##### Given records #####
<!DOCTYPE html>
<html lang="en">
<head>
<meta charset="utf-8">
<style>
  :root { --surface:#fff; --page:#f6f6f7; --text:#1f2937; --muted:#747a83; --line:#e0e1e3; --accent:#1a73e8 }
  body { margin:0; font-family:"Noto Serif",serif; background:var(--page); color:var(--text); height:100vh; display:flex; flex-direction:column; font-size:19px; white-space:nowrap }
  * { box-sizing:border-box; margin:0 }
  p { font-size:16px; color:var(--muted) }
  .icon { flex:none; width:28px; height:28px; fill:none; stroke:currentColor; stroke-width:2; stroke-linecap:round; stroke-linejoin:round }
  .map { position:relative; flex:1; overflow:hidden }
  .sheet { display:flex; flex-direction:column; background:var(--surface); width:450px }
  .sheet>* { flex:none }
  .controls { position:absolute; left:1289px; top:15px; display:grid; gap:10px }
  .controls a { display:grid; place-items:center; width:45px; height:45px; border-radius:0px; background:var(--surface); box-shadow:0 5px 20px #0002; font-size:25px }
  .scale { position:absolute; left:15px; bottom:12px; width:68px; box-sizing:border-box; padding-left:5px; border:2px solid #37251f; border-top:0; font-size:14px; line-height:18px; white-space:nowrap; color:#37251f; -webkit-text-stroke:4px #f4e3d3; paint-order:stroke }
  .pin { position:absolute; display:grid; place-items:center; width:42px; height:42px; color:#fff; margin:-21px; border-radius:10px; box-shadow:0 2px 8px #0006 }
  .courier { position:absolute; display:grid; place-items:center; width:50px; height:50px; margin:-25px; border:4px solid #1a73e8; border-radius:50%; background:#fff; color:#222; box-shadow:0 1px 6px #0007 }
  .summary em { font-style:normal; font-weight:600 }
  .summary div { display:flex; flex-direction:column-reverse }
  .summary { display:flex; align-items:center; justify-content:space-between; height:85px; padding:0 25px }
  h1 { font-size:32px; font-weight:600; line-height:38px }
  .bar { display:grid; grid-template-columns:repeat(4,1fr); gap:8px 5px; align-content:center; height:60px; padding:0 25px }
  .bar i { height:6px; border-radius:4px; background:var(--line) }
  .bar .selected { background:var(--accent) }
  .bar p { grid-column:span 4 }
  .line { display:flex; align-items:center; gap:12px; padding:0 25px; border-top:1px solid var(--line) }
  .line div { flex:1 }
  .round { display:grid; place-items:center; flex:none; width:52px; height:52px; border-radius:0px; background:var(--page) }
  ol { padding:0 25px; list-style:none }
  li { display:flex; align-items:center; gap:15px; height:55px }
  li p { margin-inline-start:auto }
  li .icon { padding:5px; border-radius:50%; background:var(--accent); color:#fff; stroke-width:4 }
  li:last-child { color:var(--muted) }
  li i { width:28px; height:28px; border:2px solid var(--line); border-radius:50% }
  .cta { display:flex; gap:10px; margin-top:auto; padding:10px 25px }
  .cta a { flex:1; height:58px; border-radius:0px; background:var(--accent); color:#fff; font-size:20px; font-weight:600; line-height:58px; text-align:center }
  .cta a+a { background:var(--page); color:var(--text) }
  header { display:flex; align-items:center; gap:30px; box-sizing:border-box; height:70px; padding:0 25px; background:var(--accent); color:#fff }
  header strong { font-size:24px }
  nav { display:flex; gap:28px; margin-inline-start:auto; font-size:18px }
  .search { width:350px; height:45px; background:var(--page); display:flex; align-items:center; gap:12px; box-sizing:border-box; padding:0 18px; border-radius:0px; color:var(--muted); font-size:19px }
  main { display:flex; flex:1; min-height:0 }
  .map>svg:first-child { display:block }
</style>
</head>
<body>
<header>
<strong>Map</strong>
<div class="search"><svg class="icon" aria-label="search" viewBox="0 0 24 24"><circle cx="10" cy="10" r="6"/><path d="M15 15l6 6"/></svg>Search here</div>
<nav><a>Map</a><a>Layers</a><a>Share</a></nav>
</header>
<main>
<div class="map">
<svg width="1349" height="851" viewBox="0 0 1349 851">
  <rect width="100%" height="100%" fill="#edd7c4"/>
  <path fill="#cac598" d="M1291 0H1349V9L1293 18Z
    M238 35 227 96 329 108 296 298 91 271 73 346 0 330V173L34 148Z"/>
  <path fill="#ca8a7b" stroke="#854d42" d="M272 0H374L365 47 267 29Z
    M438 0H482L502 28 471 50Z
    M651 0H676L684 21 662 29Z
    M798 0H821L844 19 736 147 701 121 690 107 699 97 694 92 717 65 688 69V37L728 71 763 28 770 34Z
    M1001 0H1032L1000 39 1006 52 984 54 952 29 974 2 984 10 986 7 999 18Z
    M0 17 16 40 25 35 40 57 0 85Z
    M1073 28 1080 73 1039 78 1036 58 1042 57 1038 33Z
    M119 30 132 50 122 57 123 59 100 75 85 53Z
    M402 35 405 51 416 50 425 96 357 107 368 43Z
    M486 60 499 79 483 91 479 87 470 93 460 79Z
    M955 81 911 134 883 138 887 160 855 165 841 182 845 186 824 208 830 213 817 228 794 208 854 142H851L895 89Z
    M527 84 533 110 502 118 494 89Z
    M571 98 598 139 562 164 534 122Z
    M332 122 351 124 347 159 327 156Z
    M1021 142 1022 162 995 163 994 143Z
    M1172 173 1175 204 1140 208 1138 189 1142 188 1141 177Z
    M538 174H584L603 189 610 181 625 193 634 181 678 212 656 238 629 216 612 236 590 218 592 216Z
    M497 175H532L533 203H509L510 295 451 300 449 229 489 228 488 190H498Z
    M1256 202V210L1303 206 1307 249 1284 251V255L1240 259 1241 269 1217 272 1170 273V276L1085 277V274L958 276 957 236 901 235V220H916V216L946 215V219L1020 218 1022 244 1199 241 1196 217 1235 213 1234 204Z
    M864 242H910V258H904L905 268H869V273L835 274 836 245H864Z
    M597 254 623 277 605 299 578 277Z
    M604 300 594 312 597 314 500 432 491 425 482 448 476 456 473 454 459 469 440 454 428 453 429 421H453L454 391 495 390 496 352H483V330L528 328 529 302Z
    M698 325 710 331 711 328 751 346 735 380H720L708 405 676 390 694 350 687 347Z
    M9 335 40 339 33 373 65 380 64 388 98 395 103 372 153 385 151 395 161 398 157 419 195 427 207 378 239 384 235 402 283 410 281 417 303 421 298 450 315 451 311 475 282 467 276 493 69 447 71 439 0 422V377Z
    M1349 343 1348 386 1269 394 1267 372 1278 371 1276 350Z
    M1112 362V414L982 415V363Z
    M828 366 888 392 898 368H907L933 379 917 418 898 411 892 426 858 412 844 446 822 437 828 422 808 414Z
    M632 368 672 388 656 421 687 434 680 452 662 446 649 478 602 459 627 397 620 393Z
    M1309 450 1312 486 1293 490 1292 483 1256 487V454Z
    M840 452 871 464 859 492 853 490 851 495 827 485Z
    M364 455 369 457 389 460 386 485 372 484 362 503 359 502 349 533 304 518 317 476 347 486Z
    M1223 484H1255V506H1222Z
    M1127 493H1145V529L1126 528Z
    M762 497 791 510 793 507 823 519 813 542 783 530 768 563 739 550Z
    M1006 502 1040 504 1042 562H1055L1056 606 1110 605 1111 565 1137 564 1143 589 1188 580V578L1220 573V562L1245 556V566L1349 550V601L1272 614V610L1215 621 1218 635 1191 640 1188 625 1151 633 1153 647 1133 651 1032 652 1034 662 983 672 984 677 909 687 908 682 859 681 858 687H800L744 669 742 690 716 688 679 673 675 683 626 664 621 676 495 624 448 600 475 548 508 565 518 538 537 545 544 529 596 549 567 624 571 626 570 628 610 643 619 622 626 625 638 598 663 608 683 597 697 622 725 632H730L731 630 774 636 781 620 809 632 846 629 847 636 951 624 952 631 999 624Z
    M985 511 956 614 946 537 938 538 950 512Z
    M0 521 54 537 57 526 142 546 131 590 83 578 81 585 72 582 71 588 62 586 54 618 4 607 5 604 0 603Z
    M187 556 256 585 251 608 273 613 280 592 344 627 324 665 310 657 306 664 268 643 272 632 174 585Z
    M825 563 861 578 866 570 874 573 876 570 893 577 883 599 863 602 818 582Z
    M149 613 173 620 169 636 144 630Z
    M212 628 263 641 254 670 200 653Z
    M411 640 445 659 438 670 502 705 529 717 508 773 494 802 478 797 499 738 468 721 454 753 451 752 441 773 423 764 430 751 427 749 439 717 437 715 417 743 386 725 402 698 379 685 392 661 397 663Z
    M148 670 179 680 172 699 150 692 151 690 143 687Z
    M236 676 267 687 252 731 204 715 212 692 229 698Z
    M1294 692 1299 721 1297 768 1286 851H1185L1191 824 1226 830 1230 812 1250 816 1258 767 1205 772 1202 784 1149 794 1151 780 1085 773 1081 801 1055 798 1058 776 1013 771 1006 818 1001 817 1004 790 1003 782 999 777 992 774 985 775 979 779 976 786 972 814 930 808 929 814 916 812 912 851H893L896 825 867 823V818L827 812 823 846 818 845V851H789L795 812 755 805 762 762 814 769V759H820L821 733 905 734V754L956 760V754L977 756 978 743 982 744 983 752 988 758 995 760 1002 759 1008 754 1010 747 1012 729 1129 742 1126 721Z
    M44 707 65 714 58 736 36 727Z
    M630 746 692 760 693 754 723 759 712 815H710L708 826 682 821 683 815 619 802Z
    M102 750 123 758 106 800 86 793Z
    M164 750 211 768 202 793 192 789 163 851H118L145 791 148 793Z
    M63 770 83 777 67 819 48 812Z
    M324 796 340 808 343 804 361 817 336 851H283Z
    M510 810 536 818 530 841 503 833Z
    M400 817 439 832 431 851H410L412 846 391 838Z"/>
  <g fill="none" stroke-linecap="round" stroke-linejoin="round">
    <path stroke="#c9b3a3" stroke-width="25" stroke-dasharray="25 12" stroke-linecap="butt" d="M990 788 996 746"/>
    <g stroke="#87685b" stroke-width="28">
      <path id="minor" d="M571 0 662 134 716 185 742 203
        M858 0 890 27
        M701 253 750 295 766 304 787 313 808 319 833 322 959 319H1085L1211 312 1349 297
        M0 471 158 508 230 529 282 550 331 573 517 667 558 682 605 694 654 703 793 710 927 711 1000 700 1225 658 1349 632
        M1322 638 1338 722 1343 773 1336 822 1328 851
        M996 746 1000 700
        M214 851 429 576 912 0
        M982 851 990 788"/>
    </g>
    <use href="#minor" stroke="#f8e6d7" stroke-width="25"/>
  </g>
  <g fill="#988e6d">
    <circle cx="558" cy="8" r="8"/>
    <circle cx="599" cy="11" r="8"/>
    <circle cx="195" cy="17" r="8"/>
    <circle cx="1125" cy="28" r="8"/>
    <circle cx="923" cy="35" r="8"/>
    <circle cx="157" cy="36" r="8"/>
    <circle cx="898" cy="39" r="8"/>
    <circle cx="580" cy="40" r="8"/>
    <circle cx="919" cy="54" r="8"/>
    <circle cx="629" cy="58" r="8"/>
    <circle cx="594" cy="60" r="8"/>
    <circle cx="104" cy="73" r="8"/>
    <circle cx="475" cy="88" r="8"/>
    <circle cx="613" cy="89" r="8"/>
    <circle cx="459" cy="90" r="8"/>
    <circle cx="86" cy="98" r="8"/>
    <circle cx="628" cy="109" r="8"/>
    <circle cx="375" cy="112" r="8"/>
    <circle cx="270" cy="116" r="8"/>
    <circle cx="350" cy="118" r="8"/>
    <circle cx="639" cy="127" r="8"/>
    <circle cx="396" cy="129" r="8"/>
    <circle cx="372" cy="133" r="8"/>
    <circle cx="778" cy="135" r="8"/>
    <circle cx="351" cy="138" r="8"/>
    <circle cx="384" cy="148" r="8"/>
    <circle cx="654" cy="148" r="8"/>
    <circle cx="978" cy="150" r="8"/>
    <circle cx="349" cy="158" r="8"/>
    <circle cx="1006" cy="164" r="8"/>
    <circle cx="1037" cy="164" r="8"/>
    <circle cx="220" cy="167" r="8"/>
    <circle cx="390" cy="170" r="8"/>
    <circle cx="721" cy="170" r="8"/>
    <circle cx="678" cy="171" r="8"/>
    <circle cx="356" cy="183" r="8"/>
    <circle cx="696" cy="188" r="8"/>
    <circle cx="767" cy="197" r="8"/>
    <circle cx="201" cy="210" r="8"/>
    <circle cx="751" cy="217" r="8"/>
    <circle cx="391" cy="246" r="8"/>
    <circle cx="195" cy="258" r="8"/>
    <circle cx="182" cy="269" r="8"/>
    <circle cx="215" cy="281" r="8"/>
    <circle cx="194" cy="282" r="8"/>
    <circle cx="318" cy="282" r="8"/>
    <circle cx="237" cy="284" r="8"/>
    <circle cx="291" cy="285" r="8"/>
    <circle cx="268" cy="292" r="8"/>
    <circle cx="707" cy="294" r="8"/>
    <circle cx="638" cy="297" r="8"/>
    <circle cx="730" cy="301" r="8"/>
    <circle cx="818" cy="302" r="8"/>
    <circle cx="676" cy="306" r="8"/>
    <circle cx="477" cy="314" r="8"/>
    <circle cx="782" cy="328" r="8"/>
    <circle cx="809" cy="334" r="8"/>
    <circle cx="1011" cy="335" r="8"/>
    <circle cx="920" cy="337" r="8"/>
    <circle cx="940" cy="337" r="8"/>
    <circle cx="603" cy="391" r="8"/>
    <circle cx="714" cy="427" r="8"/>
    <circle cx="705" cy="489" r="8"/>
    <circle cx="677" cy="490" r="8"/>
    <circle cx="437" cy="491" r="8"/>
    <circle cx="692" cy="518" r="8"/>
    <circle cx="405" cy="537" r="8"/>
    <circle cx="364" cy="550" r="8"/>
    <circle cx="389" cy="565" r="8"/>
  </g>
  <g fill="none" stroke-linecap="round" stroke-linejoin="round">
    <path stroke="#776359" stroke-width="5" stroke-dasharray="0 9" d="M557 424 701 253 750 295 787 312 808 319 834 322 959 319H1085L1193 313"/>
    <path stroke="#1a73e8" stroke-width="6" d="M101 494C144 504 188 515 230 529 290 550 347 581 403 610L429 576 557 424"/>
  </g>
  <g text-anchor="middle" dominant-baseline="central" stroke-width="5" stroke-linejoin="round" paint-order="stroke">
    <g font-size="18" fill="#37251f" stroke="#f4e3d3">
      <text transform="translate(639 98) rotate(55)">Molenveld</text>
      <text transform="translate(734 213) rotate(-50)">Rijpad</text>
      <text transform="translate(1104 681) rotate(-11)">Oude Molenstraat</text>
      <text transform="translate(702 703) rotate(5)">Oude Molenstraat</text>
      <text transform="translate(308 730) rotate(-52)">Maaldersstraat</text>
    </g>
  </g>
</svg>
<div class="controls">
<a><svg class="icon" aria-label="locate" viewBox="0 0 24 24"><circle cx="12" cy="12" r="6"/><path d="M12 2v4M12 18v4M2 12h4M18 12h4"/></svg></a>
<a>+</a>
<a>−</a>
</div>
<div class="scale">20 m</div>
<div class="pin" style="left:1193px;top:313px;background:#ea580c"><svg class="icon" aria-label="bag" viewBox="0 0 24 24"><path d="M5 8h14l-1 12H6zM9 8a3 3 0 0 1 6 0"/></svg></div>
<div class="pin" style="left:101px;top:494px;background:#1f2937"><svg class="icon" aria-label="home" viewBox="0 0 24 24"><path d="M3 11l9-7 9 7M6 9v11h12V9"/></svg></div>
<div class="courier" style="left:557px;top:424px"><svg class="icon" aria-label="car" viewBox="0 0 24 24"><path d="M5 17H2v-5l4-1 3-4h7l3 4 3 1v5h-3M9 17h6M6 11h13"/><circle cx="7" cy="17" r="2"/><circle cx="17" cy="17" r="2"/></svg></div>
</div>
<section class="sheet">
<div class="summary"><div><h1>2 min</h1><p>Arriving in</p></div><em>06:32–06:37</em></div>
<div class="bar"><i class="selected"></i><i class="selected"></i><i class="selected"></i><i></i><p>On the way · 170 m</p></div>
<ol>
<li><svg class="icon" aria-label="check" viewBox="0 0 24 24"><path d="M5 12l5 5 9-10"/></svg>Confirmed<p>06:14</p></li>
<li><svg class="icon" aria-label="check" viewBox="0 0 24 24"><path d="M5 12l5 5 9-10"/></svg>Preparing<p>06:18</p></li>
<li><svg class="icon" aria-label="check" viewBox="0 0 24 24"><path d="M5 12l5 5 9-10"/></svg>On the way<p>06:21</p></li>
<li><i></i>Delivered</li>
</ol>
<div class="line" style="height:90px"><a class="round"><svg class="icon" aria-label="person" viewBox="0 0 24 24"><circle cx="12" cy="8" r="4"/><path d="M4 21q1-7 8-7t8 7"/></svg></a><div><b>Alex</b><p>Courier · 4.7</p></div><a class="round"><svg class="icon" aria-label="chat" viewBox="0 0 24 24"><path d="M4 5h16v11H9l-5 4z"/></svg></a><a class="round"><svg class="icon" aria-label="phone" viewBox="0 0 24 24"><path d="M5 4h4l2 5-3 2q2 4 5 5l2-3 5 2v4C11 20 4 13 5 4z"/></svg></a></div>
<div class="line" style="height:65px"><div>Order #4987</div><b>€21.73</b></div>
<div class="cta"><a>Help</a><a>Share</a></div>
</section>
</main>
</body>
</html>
#####
Exercise aim
Work out how many lines of the entries hold the word "strong", and write only that figure.

Answer space
2